*** Opening EXCERPTED DATA ***

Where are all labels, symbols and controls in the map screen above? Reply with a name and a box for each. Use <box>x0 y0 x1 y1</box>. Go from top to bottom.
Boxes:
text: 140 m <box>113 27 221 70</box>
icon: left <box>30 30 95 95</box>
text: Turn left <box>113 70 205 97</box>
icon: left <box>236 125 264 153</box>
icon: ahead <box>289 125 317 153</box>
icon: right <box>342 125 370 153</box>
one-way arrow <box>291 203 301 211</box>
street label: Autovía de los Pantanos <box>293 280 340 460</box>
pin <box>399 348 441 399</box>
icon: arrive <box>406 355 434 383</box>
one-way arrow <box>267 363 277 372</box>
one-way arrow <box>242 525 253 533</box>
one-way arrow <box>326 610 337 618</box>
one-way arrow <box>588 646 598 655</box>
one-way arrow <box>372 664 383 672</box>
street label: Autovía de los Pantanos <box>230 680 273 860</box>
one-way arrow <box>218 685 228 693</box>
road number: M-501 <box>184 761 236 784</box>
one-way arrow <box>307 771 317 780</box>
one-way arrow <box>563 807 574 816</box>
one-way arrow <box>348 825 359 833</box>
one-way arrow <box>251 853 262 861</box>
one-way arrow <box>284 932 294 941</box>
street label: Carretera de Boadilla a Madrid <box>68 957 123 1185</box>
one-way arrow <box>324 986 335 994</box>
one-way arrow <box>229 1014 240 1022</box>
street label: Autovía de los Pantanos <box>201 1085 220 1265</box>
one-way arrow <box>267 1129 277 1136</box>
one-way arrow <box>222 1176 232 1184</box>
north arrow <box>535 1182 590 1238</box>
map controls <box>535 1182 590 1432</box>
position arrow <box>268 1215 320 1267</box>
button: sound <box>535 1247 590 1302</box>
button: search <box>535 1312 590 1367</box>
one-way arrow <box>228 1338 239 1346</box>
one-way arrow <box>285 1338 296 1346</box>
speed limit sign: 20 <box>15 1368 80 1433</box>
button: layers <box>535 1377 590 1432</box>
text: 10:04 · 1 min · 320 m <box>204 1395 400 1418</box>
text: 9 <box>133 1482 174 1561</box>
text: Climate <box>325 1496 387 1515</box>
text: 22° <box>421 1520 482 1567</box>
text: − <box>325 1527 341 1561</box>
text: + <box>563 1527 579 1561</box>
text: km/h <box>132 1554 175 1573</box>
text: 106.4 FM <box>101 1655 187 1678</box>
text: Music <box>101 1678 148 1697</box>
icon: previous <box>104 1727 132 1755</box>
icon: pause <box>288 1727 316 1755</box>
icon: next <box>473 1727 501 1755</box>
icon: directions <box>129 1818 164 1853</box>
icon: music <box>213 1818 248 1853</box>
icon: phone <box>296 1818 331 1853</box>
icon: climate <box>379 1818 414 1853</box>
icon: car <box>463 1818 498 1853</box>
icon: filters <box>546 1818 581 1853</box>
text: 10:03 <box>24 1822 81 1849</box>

*** Closing EXCERPTED DATA ***

- **TASK STATEMENT**:
A word-for-word copy of the data is the expected answer.

- **EXERCISE SOLUTION**:
Where are all labels, symbols and controls in the map screen above? Reply with a name and a box for each. Use <box>x0 y0 x1 y1</box>. Go from top to bottom.
Boxes:
text: 140 m <box>113 27 221 70</box>
icon: left <box>30 30 95 95</box>
text: Turn left <box>113 70 205 97</box>
icon: left <box>236 125 264 153</box>
icon: ahead <box>289 125 317 153</box>
icon: right <box>342 125 370 153</box>
one-way arrow <box>291 203 301 211</box>
street label: Autovía de los Pantanos <box>293 280 340 460</box>
pin <box>399 348 441 399</box>
icon: arrive <box>406 355 434 383</box>
one-way arrow <box>267 363 277 372</box>
one-way arrow <box>242 525 253 533</box>
one-way arrow <box>326 610 337 618</box>
one-way arrow <box>588 646 598 655</box>
one-way arrow <box>372 664 383 672</box>
street label: Autovía de los Pantanos <box>230 680 273 860</box>
one-way arrow <box>218 685 228 693</box>
road number: M-501 <box>184 761 236 784</box>
one-way arrow <box>307 771 317 780</box>
one-way arrow <box>563 807 574 816</box>
one-way arrow <box>348 825 359 833</box>
one-way arrow <box>251 853 262 861</box>
one-way arrow <box>284 932 294 941</box>
street label: Carretera de Boadilla a Madrid <box>68 957 123 1185</box>
one-way arrow <box>324 986 335 994</box>
one-way arrow <box>229 1014 240 1022</box>
street label: Autovía de los Pantanos <box>201 1085 220 1265</box>
one-way arrow <box>267 1129 277 1136</box>
one-way arrow <box>222 1176 232 1184</box>
north arrow <box>535 1182 590 1238</box>
map controls <box>535 1182 590 1432</box>
position arrow <box>268 1215 320 1267</box>
button: sound <box>535 1247 590 1302</box>
button: search <box>535 1312 590 1367</box>
one-way arrow <box>228 1338 239 1346</box>
one-way arrow <box>285 1338 296 1346</box>
speed limit sign: 20 <box>15 1368 80 1433</box>
button: layers <box>535 1377 590 1432</box>
text: 10:04 · 1 min · 320 m <box>204 1395 400 1418</box>
text: 9 <box>133 1482 174 1561</box>
text: Climate <box>325 1496 387 1515</box>
text: 22° <box>421 1520 482 1567</box>
text: − <box>325 1527 341 1561</box>
text: + <box>563 1527 579 1561</box>
text: km/h <box>132 1554 175 1573</box>
text: 106.4 FM <box>101 1655 187 1678</box>
text: Music <box>101 1678 148 1697</box>
icon: previous <box>104 1727 132 1755</box>
icon: pause <box>288 1727 316 1755</box>
icon: next <box>473 1727 501 1755</box>
icon: directions <box>129 1818 164 1853</box>
icon: music <box>213 1818 248 1853</box>
icon: phone <box>296 1818 331 1853</box>
icon: climate <box>379 1818 414 1853</box>
icon: car <box>463 1818 498 1853</box>
icon: filters <box>546 1818 581 1853</box>
text: 10:03 <box>24 1822 81 1849</box>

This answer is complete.